Photo by Krists Luhaers on Unsplash

The conventional wisdom about Broadway-to-film adaptations has been rewritten. For years, Hollywood executives treated stage musicals as risky propositions—beloved by niche audiences but commercially unreliable. Cats (2019) became shorthand for everything that could go wrong. Even successful adaptations like Les Misérables (2012) were considered exceptions rather than templates. Wicked has changed the calculation entirely.

The numbers are staggering. Part One crossed $700 million globally according to Universal’s earnings report, making it the highest-grossing stage musical adaptation ever—surpassing Mamma Mia’s previous record. Part Two opened to $147 million domestically, the biggest debut for any Broadway adaptation in history. Combined, the two films will likely surpass $1.5 billion worldwide.

What accounts for this success? Several factors converge that other adaptations have failed to replicate.

First, casting. Cynthia Erivo and Ariana Grande are not merely talented performers—they are cultural forces with dedicated fanbases. Grande brings 380 million Instagram followers; Erivo brings a Tony Award and critical legitimacy. The combination attracts both the pop audience and the theater crowd simultaneously. Previous adaptations often compromised on one demographic or the other.

Second, the two-film structure. Splitting Wicked allowed Jon M. Chu to give both acts of the musical proper cinematic treatment. Stage musicals compress storytelling out of theatrical necessity; film adaptations often inherit this compression, resulting in rushed emotional beats. By doubling the runtime across two films, Wicked breathes in ways its predecessors could not.

Third, production design. The $150 million budget per film enabled practical sets at a scale rarely attempted for musicals. Real tulips. Built environments. Practical effects supplemented by Industrial Light & Magic’s digital work. The result feels tangible in ways that CGI-heavy productions like Cats conspicuously did not.

Fourth, faithful adaptation.
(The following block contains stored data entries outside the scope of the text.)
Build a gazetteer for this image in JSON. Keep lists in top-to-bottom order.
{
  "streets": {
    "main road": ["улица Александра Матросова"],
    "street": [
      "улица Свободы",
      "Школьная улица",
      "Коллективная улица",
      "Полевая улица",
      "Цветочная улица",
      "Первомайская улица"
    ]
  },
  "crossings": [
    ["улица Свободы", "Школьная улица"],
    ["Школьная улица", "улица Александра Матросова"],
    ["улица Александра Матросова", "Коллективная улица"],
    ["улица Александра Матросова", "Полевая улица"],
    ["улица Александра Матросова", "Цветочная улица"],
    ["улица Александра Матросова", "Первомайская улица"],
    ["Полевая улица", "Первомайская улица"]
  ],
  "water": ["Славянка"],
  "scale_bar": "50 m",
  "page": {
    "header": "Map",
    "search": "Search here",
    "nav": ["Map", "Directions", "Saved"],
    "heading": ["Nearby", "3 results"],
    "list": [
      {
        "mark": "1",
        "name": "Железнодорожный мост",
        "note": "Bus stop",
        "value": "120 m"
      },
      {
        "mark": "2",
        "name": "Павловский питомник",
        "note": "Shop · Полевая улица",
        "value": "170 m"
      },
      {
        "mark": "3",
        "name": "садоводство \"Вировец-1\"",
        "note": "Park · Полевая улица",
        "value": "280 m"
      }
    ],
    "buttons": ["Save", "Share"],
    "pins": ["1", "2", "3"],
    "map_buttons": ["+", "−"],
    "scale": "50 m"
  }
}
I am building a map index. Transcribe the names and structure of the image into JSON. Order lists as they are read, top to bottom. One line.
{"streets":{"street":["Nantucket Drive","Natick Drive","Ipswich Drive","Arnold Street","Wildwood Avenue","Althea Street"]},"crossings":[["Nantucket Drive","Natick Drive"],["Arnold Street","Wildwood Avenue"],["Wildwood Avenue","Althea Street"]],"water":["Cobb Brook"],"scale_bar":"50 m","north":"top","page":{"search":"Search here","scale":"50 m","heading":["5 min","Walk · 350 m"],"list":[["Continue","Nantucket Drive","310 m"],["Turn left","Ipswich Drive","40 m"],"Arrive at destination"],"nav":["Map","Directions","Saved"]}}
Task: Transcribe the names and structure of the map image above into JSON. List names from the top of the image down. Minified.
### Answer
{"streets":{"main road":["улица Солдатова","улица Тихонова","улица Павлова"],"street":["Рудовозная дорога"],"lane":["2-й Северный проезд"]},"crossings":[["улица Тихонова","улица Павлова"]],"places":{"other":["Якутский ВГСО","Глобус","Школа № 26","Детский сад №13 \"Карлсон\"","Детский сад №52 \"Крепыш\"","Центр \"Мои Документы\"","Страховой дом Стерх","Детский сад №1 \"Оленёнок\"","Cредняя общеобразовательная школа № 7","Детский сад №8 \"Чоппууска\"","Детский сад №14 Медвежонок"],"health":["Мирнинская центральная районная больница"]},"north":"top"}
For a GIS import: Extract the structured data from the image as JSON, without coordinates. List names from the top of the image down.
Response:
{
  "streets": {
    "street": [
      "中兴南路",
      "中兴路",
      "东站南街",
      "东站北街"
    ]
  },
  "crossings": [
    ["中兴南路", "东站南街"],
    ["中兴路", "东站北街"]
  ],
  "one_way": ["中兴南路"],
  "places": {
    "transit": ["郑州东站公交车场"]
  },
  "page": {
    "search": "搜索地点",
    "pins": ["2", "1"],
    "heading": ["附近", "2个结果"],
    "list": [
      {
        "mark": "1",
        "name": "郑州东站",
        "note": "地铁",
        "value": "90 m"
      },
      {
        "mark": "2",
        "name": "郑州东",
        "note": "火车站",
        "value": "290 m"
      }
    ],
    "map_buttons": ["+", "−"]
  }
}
Rick Riordan’s involvement in Percy Jackson demonstrates how author participation improves adaptations; similarly, original Wicked composer Stephen Schwartz and librettist Winnie Holzman’s direct involvement ensured the film honored what made the stage production beloved while expanding appropriately for the medium.

The implications for Hollywood are significant. Every studio is now re-evaluating their musical property portfolios. According to industry reporting, at least a dozen Broadway adaptations are currently in various stages of development, with studios more willing to greenlight projects that would have seemed too risky pre-Wicked.

However, the Wicked template is not universally applicable. The show benefits from 20 years of cultural penetration—generations have grown up with “Defying Gravity” as a standard. Properties without equivalent brand recognition will struggle to replicate its opening weekend numbers regardless of adaptation quality.

The lesson Wicked teaches is not that all musicals can succeed as films, but that the right musical, adapted with appropriate resources and creative care, can achieve blockbuster status. The challenge for Hollywood is identifying which properties merit that investment—and avoiding the temptation to greenlight everything with a Tony Award in its history.